South African Educators Explore Potential Benefits of Strategic Engagement for Strengthening Higher Education and University Fundraising

At the Third Annual South African Leadership Retreat in Cape Town, Rip Rapson discusses the role of the university in urban rene

Troy, Michigan, November 10, 2008

South African educators meeting in Cape Town with representatives from major philanthropic and economic-development organizations at the Third Annual Kresge-Inyathelo South Africa Leadership Retreat explored the potential benefits and challenges of closer collaboration between universities and communities.

During the three-day gathering, on Oct. 22-24, local and international thought leaders shared stories of how they had re-imagined themselves by engaging their communities. They also encouraged vice chancellors representing more than a dozen South African universities and a small contingent from Nigeria to consider the applicability of this concept to their own institutions.

Rip Rapson, president of The Kresge Foundation, delivered formal remarks that addressed the importance of universities in building community prosperity and democracy and described five areas in which he believed Kresge’s help would be most beneficial. They include improving learning and teaching; increasing the quality and quantity of locally produced research; strengthening and assisting university management; nurturing university innovation, and promoting university-community connections.

Read Rip Rapson’s full remarks:  “Positioning Your University for Investment:  The University and Urban Renewal.

Experts acknowledged that although university-community engagement is not a common strategy in South African higher education, this type of relationship building could lead to payoffs for both higher education and their urban or rural constituencies. By creating more varied and robust partnerships with their communities, universities could strengthen their long-term mission of graduating more students while achieving financial sustainability. Working together, universities and communities also could address pressing educational, social and economic problems more efficiently and utilize their combined resources to pursue the common good.

Universities’ greatest contribution to community is to increase the number of graduates they produce,” Rapson said. “Yet in pursuit of that mission, many American universities have walled themselves off from their communities to avoid messy, confusing, and often disruptive politics or problems.

But in the more visionary cases,” he continued, “we see universities embracing their neighbors. They realize they have enormous investments in place and can’t just pick up and leave. So instead they begin to look at their communities to see what common interests they can pursue to benefit both the university and the community at-large.

As part of its program to strengthen South African higher education, Kresge has partnered with Inyathelo – the South African Institute for Advancement – in a five-year, $10 million Special Initiative in South Africa to build private fundraising capacity at the Cape Peninsula University of Technology, the University of Pretoria, the University of the Western Cape, the University of the Witwatersrand and the Red Cross Children’s Hospital Trust.

The theme of this year’s Kresge-Inyathelo leadership retreat, “Building Connections Between Universities and their Communities for Mutual Benefit,” introduced and examined the fifth area of Kresge’s strategic effort to strengthen South African higher education – promoting university-community connections.

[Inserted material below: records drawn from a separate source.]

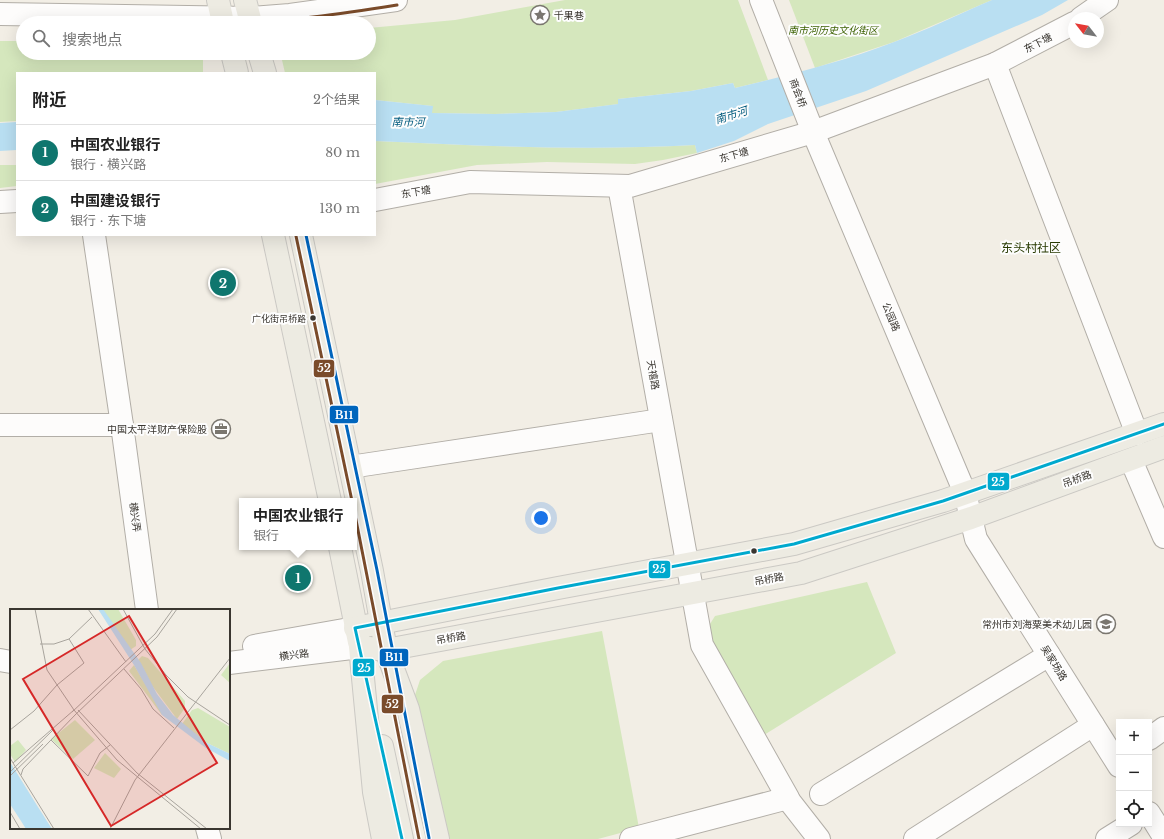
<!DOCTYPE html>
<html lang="zh">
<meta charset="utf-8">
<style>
body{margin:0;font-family:"Libre Baskerville","Noto Sans SC",serif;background:#f6f6f6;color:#222}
.controls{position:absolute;right:12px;bottom:12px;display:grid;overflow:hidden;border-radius:0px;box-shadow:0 4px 16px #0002}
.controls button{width:36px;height:36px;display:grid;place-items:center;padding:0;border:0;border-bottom:1px solid #e0e0e0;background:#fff;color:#222;font:20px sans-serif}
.compass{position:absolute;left:1068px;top:12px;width:36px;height:36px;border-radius:50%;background:#fff;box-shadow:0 4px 16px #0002;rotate:301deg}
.you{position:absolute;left:541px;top:518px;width:14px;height:14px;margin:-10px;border:3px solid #fff;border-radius:50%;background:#1a73e8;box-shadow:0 0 0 6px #1a73e833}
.badge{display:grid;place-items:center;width:26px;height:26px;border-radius:50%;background:#0f766e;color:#fff;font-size:13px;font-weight:700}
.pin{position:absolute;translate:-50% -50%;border:2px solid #fff;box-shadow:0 1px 4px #0006}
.popup{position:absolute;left:239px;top:498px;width:118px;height:52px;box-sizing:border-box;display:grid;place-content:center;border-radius:0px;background:#fff;filter:drop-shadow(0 1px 3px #0005);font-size:13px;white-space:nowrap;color:#767676}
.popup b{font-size:15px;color:#222}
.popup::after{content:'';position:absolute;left:50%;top:100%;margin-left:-8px;border:8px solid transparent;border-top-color:#fff}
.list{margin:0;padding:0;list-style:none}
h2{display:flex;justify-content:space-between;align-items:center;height:52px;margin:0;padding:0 16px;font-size:17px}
h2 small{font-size:13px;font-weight:400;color:#767676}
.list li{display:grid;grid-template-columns:26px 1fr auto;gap:12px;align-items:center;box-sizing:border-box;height:56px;padding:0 16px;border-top:1px solid #e0e0e0}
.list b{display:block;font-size:15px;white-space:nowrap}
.list p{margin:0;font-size:13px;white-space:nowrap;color:#767676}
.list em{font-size:13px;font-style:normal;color:#767676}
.icon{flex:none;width:22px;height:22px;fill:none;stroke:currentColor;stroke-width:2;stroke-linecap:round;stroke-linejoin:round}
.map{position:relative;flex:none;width:1164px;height:839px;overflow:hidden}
.search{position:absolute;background:#fff;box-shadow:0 4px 16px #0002;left:16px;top:16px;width:360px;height:44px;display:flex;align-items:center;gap:10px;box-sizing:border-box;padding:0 14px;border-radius:22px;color:#767676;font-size:15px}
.panel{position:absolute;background:#fff;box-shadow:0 4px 16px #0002;left:16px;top:72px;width:360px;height:164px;border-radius:0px}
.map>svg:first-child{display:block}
</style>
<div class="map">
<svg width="1164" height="839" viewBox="0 0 1164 839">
<rect width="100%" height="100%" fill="#f2eee5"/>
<g fill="#d5e7bd">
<polygon points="565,0 738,0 768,80 735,88 733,83 691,91 618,99 619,104 556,112 495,114 432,113 432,106 375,100 375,73 285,73 282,60 285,53 369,53 369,28 455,20"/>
<polygon points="789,0 992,0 894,42 815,68"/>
<polygon points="0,41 23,41 23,53 193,53 203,60 203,73 17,73 17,121 0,122"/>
<path d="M375,141C482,146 587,151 695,145L697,153L663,160L635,164L547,162L477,165L375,184Z"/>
<polygon points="0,165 17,165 17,186 0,188"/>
<polygon points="867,582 896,653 764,735 712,642 710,624 715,616"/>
<polygon points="602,631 639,828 598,839 437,839 412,704 420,680 443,661"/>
</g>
<g fill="#b9dff2">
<path d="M992,0H1068L1042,15L866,91L768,124L734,141L697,153L695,145C587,151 482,146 375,141V100L433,106L432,113L495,114L556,112L618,104V99L691,91L733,83L735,88C789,75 842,62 894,42C927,30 959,14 992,0Z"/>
<polygon points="17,122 17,150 0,151 0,123"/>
</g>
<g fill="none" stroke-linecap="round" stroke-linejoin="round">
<defs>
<g id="minor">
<polyline points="761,0 813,132 965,493 976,539 1119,766"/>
<polyline points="0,14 250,18 290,15 396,0"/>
<polyline points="1081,18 1107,0"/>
<polyline points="995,64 1137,434"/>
<polyline points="619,186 702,645 788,798 631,839"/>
<polyline points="375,200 470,182 630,186 813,132 995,64 1074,23"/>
<polyline points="0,202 17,201"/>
<polyline points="94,235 122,425 147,610"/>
<polyline points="0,425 122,425"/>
<polyline points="1131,460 1164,537"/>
<polyline points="350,467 661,420"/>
<polyline points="254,646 355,628"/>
<polyline points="0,660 11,662"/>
<polyline points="229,663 360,647"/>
<polyline points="1149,739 1164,728"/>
<polyline points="821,794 1049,655"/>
<polyline points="787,798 819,839"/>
<polyline points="1149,813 1164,837"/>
<polyline points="207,828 210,839"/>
<polyline points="915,839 1093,725"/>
<polyline points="1107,839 1131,824"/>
</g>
<g id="major">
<polyline points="218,0 223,23"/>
<polyline points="245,0 251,23"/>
<polyline points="232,53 237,73"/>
<polyline points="259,53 265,73"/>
<polyline points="273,235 330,501"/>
<polyline points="301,235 372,571 386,650 408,709 438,839"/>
<polyline points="340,547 359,642"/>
<polyline points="355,628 558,588 794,544 943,501 1164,424"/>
<polyline points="382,746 402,839"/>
<polyline points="383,839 374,792 360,647 386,650 801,573 971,518 1164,447"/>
</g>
</defs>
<use href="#minor" stroke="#b2aea7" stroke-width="24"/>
<use href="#major" stroke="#cbc9c4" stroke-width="24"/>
<use href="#minor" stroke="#fdfcfb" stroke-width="22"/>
<use href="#major" stroke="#edebe2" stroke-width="22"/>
<defs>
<polyline id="bus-1" points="402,839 355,628 558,588 794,544 943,501 1164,424"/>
<g id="bus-2">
<path d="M228,23C285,22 341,14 397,5"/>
<polyline points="296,236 352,501"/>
<polyline points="354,510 419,839"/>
</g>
<polyline id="bus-3" points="306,235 377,570 429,838"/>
</defs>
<use href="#bus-1" stroke="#fdfdfd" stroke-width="6"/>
<use href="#bus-2" stroke="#fdfdfd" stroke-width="6"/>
<use href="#bus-3" stroke="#fdfdfd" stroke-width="6"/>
<use href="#bus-1" stroke="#00a9ce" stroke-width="3"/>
<use href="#bus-2" stroke="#7a4b2a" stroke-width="3"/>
<use href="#bus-3" stroke="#0065bd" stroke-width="3"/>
</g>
<defs>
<symbol id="sight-ring" viewBox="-11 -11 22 22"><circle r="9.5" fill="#fdfdfd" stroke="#7a766f" stroke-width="1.5"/><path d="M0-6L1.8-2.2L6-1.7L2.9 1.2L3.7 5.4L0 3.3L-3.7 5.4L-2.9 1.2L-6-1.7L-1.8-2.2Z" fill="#7a766f"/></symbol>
<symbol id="office-ring" viewBox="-11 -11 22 22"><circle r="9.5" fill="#fdfdfd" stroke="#7a766f" stroke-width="1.5"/><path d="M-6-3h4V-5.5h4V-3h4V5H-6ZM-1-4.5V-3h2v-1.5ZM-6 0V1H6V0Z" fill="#7a766f"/></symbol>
<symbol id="school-ring" viewBox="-11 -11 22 22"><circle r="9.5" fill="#fdfdfd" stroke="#7a766f" stroke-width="1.5"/><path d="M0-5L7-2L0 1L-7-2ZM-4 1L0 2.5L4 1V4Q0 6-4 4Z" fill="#7a766f"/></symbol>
</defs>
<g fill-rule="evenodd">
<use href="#sight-ring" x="529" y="4" width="22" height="22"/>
<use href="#office-ring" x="210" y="418" width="22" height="22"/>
<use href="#school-ring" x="1095" y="613" width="22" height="22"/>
</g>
<g fill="#3a3630" stroke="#fdfdfd" stroke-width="1.5">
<circle cx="313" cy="318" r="3.5"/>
<circle cx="754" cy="551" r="3.5"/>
</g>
<g text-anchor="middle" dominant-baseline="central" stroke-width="4" stroke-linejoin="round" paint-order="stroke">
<g font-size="9" fill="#3a3630" stroke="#fdfdfd" text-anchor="end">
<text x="306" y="318">广化街吊桥路</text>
</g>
<g font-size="10" fill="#3a3630" stroke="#fdfdfd" text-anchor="end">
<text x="554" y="15" text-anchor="start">千果巷</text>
<text x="207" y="429">中国太平洋财产保险股</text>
<text x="1092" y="624">常州市刘海粟美术幼儿园</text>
</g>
<g font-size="10" font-style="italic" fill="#3d6203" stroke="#fdfdfd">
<text x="833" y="30">南市河历史文化街区</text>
</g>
<g font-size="10" fill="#3a3630" stroke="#fdfdfd">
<text transform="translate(1038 43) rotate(-27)">东下塘</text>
<text transform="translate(798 93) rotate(69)">商会桥</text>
<text transform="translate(734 155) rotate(-16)">东下塘</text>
<text transform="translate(416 192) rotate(-10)">东下塘</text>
<text transform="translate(891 317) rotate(67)">公园路</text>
<text transform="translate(653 375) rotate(80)">天禧路</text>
<text transform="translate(1077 479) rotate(-20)">吊桥路</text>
<text transform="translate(135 517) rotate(82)">横兴弄</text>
<text transform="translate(769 579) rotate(-11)">吊桥路</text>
<text transform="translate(451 638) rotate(-10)">吊桥路</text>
<text transform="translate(294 655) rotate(-7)">横兴路</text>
<text transform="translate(1054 663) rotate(58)">吴家场路</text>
</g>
<g font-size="11" font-style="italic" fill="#005a7d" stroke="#fdfdfd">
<text transform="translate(731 115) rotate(-17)">南市河</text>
<text x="408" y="122">南市河</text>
</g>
<g font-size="12" fill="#293b03" stroke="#fdfdfd">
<text x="1031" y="247">东头村社区</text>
</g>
</g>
<g transform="translate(10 609)">
<rect width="220" height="220" fill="#f2eee5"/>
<path d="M108,0L126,31V37L120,41L93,1ZM132,47L138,49L175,92V99L167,110L137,70L128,51ZM220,54V74L211,66ZM124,56L153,105L152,106L119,62ZM188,99L220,118V145L197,134L172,115L182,101ZM65,111L85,131L63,150L41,130ZM8,131L16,141L5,153L0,145V137ZM95,144L111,160L104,169L84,159Z" fill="#d5e7bd"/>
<path d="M88,0H93L131,54L147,85L163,106L197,134L220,145V152L196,139L152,106L124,56ZM0,153L28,198L42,220H16L11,212L0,195Z" fill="#b9dff2"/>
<path fill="none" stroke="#b9dff2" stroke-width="2" d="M0,174L29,220"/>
<path fill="none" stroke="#a8a49d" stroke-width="1" d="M25,0L37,61L64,101M78,0L116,53M113,0L135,40L156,66L178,88L220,116M30,35H44L59,30L82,8M114,60L131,80L143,100L164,119M68,101L127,164L197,220M62,103L145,25L163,0M0,121L24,102L47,76L74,54L59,30M41,131L78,167L90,144L100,136M0,149L44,220M3,154L64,101L107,151L191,220M0,163L43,121M11,166L13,160L66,105L147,28L167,0M0,167L33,135M0,203L10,220M100,220L125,171L220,49"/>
<path fill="#d62828" fill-opacity="0.15" stroke="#d62828" stroke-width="2" d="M119,7L207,154L101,217L13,70Z"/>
<rect width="220" height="220" fill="none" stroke="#3a3630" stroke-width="2"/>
</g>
<g stroke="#fdfdfd" stroke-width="1.5">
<rect x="313" y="359" width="22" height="19" rx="4" fill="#7a4b2a"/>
<rect x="329" y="405" width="30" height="19" rx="4" fill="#0065bd"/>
<rect x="987" y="472" width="23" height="19" rx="4" fill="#00a9ce"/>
<rect x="648" y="560" width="23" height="19" rx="4" fill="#00a9ce"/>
<rect x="379" y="648" width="30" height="19" rx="4" fill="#0065bd"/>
<rect x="352" y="658" width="23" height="19" rx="4" fill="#00a9ce"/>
<rect x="381" y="694" width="23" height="20" rx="4" fill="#7a4b2a"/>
</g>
<g font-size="11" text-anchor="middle" font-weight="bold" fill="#fff">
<text x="324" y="372">52</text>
<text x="344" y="419">B11</text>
<text x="998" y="486">25</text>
<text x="659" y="573">25</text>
<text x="394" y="661">B11</text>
<text x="364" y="672">25</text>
<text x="392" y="708">52</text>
</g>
</svg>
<div class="controls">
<button>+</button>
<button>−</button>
<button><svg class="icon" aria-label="locate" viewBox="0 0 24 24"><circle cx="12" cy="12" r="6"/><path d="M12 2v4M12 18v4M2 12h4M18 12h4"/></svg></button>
</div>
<svg class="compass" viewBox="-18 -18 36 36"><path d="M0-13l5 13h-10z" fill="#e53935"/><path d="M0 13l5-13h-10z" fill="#767676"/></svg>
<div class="you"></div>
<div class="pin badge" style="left:298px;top:578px">1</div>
<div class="popup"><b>中国农业银行</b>银行</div>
<div class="pin badge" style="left:223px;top:283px">2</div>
<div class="search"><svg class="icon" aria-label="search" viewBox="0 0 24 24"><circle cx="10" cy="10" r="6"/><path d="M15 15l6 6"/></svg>搜索地点</div>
<section class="panel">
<h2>附近<small>2个结果</small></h2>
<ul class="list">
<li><span class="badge">1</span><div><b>中国农业银行</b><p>银行 · 横兴路</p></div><em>80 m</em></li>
<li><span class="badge">2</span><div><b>中国建设银行</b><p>银行 · 东下塘</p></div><em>130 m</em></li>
</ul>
</section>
</div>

William F.L. Moses, a Kresge program officer and leader of the International Team, also attended the retreat. “We believe that by engaging with their communities more effectively to respond to local needs, South African universities could potentially enroll better-prepared students and produce more graduates to strengthen South Africa’s economy,” says Moses.

In addition, universities that engage in community-building practices, such as hiring local residents and improving surrounding neighborhoods, will find they can attract and retain more students, faculty, visiting scholars – and even donors,” he adds.